Selama nyantri di Ma'had, ia menceritakan sulitnya meluangkan waktu dalam mengerjakan tugas kuliah. Sehingga, ia memilih weekend sebagai waktu terbaiknya.
"Kalo lagi ada ujian itu kadang kurang memanage waktu. kalau hari Sabtu Minggu setelah nggak ada kegiatan langsung mengerjakan tugas kuliah," jelasnya saat diwawancarai secara online oleh kru IDEAPERS.COM, pada Selasa (20/6/23).
Hal yang sama dialami oleh mahasiswa jurusan Akidah dan Filsafat Islam (AFI), Luthfia. Ia mengatakan sempat memiliki keinginan bergabung dalam UKM Ushuluddin Language Community (ULC) lantaran minatnya dalam bidang bahasa asing.
Namun, ia memilih mengurungkan niatnya tersebut. Menurutnya, tak mudah mendapatkan izin absen dalam kegiatan Ma'had, sekalipun untuk berorganisasi atau aktif UKM.
"Tadinya mau ikut ULC, tapi karena jadwal Ma'had padet jadinya cape kalo ikut UKM nanti," ungkap Luthfia saat diwawancarai secara online oleh Kru IDEAPERS.COM, pada Jumat (23/6/23).
"Kalau di Ma'had itu kan misal ada kegiatan organisasi yang nginep atau pulang kuliah sore susah, harus ijin dulu," tambah mahasiswa penerima beasiswa KIP-K ini.
Mahasiswi asal Tanggerang itu mengaku sedikit menyesal atas keputusannya tak bergabung UKM ULC. Namun, ia mengatakan kegiatan Ma'had masih menunjang minatnya untuk belajar bahasa, yaitu Conversation dan Muhaddatsah.
"Nyesel sedikit, cuma di Ma'had kan ada kelas bahasa juga, jadi hampir sama mungkin," katanya.
Selesai dari Ma'had dan batal bergabung ULC, ia menuturkan sudah mempersiapkan secara matang kelanjutan kelas bahasanya.
"Aku juga ikut les bahasa Inggris online kak, di Pare jadi nggak masalah," ucapnya.
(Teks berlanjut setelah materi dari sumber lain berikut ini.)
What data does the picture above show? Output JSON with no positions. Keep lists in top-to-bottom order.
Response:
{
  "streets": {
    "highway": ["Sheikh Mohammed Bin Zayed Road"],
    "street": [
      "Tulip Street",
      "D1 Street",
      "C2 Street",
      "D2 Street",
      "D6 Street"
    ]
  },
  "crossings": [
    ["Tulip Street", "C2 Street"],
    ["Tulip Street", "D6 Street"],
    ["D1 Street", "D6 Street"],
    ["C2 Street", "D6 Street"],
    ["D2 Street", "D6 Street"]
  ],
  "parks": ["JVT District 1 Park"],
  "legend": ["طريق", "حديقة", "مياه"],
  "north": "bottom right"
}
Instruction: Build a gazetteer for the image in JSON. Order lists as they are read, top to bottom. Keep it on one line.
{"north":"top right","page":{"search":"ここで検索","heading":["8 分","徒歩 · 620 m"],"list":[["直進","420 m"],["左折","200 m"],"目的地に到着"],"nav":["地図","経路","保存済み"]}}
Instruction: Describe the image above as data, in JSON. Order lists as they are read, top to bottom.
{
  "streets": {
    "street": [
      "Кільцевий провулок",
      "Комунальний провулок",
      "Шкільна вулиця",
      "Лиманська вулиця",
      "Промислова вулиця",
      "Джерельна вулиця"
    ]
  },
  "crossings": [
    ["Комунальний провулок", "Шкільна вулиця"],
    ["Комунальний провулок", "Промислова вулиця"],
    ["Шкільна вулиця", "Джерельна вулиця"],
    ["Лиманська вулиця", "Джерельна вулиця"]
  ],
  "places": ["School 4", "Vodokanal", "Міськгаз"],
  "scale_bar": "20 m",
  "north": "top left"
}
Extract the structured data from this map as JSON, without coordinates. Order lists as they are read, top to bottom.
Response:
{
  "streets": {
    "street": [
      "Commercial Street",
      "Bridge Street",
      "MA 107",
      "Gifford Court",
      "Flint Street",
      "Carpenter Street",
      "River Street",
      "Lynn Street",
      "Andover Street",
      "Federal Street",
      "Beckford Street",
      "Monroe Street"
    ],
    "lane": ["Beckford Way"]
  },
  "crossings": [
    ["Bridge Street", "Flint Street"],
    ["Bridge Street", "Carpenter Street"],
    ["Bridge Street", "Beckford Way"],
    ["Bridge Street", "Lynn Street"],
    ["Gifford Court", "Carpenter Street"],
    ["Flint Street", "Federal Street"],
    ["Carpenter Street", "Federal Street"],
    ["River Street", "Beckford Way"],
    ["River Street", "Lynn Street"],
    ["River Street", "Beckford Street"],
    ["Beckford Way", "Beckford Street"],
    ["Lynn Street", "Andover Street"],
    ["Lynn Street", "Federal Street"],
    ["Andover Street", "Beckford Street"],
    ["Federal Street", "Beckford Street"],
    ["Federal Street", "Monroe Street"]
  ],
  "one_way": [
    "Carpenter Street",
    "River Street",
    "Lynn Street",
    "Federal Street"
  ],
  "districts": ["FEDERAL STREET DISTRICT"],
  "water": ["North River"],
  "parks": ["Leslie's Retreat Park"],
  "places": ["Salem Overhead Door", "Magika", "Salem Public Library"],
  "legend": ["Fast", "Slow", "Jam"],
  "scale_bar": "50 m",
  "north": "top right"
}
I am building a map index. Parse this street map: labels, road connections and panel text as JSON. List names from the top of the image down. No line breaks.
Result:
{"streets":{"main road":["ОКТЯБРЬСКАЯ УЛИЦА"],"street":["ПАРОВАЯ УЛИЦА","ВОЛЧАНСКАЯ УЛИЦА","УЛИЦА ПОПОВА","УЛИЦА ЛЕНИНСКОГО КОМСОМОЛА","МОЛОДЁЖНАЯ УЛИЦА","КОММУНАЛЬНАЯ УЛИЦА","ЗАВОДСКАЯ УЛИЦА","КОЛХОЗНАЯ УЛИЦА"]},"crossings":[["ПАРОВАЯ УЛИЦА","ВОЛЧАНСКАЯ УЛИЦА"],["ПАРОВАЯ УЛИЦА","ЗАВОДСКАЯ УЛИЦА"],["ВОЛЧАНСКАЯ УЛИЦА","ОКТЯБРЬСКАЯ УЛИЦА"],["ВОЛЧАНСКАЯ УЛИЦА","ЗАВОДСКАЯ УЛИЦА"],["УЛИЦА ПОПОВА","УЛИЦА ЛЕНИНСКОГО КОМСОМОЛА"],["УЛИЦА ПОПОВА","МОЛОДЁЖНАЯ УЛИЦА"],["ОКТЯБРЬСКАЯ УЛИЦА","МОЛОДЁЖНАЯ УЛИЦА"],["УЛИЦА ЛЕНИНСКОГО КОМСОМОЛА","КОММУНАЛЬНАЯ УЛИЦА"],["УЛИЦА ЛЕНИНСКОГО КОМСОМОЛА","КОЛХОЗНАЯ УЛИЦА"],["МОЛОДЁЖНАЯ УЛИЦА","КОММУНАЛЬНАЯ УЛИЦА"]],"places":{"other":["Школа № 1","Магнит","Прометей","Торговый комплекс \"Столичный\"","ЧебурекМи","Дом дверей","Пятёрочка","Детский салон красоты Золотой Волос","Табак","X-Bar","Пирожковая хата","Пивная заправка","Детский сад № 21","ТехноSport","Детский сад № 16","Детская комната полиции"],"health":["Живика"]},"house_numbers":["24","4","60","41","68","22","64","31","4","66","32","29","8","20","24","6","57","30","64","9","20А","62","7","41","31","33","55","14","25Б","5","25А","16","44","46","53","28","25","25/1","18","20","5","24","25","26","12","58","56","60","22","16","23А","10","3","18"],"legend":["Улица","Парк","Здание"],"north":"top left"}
Setahun nyantri di Ma'had, menurut Luthfia menjadi waktu yang cukup. Sehingga, lanjutnya, selepas tinggal di Ma'had ia memutuskan untuk menyewa kos di sekitar daerah kampus (Ngaliyan).
"Kurang efektif aja kalau mau lanjut di sini (Ma'had) lagi, terus tugas-tugas juga banyak yang numpuk. Soalnya kalau ada kegiatan di Ma'had itu nggak boleh izin ngerjain tugas," jelasnya.[Rep. Ayu/Red. Riska].